La conjugaison des êtres de Nicole Haché ou l’effet d’apesanteur

La plus récente collection de toiles de Nicole Haché, La conjugaison des êtres, poursuit sa route à travers le Nouveau-Brunswick. Après Edmundston et Saint-Jean, cette série qui explore l’influence des nouvelles technologies sur les relations humaines est en montre au Théâtre Capitol à Moncton.

Sujet de l’heure, les relations interpersonnelles à l’ère des nouvelles technologies sont au coeur du travail de Nicole Haché.
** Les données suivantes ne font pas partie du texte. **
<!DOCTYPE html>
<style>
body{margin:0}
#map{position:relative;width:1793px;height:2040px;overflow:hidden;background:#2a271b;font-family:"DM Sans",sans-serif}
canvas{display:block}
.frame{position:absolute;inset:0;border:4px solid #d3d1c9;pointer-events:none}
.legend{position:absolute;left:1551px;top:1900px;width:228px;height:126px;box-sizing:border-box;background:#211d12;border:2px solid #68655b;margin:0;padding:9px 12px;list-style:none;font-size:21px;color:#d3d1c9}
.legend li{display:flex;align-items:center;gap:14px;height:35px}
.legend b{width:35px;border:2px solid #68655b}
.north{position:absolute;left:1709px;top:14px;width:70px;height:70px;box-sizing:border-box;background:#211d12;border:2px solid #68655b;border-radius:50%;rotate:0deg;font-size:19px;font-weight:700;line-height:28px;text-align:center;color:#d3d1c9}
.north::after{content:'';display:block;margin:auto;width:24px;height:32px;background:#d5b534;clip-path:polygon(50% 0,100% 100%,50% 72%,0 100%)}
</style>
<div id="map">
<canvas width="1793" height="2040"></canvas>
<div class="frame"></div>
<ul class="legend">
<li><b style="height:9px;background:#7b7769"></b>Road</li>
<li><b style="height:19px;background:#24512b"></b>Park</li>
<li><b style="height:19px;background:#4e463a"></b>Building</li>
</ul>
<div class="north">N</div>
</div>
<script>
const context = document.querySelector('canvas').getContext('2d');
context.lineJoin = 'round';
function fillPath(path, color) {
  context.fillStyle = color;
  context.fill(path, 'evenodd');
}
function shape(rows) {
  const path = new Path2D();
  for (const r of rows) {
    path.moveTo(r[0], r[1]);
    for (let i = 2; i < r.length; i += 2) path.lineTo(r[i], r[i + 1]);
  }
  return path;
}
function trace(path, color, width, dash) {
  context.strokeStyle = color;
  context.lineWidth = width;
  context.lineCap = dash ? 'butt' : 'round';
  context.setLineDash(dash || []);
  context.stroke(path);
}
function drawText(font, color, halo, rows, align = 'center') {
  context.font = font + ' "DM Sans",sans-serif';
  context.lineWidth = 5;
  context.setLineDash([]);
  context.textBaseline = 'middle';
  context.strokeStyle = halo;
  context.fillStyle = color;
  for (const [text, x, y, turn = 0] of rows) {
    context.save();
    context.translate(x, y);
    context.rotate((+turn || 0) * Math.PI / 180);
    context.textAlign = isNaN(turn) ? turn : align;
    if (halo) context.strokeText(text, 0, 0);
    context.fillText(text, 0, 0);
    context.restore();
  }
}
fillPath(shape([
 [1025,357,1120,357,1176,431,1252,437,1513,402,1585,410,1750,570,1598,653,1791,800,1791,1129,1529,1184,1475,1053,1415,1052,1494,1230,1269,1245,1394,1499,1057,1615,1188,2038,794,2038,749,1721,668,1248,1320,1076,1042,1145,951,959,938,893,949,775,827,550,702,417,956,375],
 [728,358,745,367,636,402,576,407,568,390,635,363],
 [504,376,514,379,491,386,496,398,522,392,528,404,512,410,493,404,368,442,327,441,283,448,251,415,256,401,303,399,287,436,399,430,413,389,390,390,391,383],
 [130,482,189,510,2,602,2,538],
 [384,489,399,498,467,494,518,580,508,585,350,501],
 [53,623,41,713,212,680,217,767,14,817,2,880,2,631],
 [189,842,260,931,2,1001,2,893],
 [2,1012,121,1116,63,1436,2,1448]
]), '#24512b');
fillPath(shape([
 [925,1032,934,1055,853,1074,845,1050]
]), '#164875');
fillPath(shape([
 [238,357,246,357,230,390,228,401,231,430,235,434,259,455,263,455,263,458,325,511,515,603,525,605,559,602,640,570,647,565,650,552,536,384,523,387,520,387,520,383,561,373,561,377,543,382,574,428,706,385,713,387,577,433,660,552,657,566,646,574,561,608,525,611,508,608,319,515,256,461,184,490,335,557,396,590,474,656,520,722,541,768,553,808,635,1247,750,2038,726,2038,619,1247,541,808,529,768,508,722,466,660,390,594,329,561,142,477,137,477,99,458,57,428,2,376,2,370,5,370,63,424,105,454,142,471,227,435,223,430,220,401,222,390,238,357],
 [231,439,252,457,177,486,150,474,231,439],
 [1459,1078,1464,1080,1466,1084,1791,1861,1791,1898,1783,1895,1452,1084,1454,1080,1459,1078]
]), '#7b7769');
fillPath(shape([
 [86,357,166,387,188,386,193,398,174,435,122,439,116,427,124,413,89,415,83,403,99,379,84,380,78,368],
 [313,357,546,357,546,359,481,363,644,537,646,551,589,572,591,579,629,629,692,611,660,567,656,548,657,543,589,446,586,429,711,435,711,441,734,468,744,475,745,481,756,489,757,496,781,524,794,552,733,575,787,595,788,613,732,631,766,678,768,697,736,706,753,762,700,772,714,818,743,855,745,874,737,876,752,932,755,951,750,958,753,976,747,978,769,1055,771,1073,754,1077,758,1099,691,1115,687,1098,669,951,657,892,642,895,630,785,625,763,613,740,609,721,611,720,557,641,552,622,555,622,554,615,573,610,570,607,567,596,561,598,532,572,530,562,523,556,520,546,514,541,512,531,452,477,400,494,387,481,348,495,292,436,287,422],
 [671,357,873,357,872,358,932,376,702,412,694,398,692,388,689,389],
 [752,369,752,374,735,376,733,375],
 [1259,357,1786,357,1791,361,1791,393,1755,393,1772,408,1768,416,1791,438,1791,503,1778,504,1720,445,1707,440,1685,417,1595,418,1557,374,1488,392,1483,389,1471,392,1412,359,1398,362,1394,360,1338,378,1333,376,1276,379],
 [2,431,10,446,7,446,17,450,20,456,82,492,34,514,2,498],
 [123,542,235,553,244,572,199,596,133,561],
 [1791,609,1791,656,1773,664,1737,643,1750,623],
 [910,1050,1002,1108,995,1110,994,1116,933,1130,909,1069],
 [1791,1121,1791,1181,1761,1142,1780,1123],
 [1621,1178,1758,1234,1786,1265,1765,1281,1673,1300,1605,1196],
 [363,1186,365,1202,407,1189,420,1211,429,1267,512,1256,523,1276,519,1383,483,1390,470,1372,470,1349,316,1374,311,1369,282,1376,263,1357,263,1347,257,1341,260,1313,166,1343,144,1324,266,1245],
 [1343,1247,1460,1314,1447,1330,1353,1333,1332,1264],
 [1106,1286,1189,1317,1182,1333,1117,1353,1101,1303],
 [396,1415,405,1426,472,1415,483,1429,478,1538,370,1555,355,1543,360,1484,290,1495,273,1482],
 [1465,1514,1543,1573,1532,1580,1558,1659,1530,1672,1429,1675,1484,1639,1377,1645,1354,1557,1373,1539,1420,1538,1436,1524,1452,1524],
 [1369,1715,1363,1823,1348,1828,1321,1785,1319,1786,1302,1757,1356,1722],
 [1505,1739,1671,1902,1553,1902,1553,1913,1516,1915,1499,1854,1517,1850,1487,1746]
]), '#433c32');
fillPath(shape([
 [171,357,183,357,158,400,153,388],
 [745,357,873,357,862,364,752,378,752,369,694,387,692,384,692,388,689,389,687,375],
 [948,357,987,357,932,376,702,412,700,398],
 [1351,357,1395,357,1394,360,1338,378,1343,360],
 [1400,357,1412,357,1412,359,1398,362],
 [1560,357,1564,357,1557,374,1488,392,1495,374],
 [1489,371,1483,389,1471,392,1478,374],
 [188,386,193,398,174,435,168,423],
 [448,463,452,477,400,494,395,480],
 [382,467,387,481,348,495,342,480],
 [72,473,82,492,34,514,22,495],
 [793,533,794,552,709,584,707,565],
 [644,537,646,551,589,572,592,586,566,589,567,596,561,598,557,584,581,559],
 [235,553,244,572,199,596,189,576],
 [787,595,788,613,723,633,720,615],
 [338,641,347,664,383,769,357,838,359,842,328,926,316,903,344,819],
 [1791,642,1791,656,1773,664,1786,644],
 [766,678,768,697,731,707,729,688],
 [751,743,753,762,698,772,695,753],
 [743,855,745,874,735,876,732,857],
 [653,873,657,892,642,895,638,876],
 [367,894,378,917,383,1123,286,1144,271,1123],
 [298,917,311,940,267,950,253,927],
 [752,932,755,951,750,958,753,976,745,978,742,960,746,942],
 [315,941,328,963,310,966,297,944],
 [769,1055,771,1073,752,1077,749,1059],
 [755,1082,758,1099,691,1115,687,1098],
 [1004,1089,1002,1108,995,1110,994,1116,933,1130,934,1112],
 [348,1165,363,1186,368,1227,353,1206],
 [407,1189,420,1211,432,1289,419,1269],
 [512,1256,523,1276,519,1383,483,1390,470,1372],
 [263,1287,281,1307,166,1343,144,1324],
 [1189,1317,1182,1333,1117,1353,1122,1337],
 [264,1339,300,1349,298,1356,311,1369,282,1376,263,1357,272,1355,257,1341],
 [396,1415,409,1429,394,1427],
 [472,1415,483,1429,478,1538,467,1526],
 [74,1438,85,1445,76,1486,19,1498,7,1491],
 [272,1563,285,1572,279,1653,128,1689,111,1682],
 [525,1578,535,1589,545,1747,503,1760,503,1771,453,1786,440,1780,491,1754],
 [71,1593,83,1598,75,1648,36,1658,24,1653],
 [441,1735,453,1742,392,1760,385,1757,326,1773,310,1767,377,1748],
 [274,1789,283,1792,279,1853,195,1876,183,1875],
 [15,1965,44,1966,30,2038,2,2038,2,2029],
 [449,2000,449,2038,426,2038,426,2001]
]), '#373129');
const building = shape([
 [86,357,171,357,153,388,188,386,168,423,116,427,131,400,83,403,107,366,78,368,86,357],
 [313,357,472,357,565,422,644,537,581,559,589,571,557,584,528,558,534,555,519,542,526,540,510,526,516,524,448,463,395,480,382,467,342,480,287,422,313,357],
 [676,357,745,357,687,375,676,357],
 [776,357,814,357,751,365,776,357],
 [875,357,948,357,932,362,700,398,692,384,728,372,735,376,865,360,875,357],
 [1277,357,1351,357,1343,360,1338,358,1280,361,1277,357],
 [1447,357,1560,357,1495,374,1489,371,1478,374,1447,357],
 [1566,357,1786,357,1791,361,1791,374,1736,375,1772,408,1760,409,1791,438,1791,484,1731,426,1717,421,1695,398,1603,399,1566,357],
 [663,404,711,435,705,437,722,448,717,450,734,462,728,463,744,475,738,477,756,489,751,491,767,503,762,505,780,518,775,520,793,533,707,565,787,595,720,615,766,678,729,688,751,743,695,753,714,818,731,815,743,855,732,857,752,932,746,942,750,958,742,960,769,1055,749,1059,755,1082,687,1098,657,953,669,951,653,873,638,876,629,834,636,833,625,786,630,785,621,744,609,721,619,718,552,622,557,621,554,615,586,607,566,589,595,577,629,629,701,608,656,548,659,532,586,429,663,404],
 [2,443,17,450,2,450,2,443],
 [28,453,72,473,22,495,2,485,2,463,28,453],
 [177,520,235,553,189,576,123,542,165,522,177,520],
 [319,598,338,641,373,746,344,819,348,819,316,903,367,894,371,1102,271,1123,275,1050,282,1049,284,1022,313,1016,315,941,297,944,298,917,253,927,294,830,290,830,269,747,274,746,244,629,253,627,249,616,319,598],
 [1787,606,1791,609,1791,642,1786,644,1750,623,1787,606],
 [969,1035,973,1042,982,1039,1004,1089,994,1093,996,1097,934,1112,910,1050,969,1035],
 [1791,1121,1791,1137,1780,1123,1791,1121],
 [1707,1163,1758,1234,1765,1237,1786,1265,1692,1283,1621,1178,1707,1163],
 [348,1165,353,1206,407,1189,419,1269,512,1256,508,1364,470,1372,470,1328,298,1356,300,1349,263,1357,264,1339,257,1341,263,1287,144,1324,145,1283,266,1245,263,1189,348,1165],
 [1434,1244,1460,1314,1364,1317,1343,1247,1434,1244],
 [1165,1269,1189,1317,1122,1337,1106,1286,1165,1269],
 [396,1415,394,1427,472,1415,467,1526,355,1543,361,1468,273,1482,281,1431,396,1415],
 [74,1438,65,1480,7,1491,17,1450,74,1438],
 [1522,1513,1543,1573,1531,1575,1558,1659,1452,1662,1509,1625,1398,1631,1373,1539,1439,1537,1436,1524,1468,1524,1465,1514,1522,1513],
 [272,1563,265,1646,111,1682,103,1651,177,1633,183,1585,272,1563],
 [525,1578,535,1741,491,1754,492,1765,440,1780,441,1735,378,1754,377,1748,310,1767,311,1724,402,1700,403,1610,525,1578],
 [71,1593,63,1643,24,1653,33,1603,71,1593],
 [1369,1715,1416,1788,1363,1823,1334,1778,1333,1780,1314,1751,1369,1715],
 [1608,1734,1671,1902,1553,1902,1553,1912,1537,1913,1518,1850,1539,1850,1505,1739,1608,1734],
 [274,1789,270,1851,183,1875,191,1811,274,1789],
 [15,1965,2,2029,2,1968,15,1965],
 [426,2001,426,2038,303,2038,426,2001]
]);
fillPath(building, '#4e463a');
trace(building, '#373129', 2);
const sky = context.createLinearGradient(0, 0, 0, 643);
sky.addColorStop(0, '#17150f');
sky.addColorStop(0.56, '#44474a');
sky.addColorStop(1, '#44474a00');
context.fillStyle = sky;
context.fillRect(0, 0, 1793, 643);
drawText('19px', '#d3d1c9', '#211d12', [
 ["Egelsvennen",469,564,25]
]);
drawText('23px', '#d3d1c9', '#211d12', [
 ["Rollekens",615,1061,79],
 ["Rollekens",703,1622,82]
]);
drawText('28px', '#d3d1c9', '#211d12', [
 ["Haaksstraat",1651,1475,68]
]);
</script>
L’artiste visuelle de la Péninsule acadienne souhaite que cette collection suscite une réflexion chez le spectateur. Comment les médias sociaux transforment-ils les relations humaines? Voilà une question qui a fait beaucoup jaser au cours des dernières années. L’artiste a voulu transposer cette question dans une série de peintures qui reflètent ses préoccupations.

«Ma démarche artistique au départ était beaucoup axée sur l’environnement physique et écologique, puis tranquillement à travers les voyages et les années de création, c’est devenu vraiment un questionnement sur l’environnement social, une réflexion sur le comportement humain au niveau des relations interpersonnelles. Qu’est-ce qu’on est peut-être en train de perdre avec la technologie, les réseaux sociaux, les écrans, etc.?», demande l’artiste.

Son exposition a été présentée au Nouveau-Brunswick depuis 2016. En la montrant à Moncton pour la première fois, elle s’estime privilégiée puisqu’elle pourra rejoindre un nouveau public dans une ville qui vibre sur le plan culturel. La collection qui rassemble une douzaine de grandes œuvres prolonge sa quête sur la nature et les liens qui unissent les êtres humains. Elle rappelle l’importance des contacts humains, des regards échangés et des rencontres.

Ses peintures acryliques abstraites représentent des paysages nébuleux, aux formes organiques et vaporeuses, de couleurs très pâles. Son travail est marqué par la délicatesse et la sensibilité. En utilisant la technique de dilution, un effet d’apesanteur se dégage de ses peintures.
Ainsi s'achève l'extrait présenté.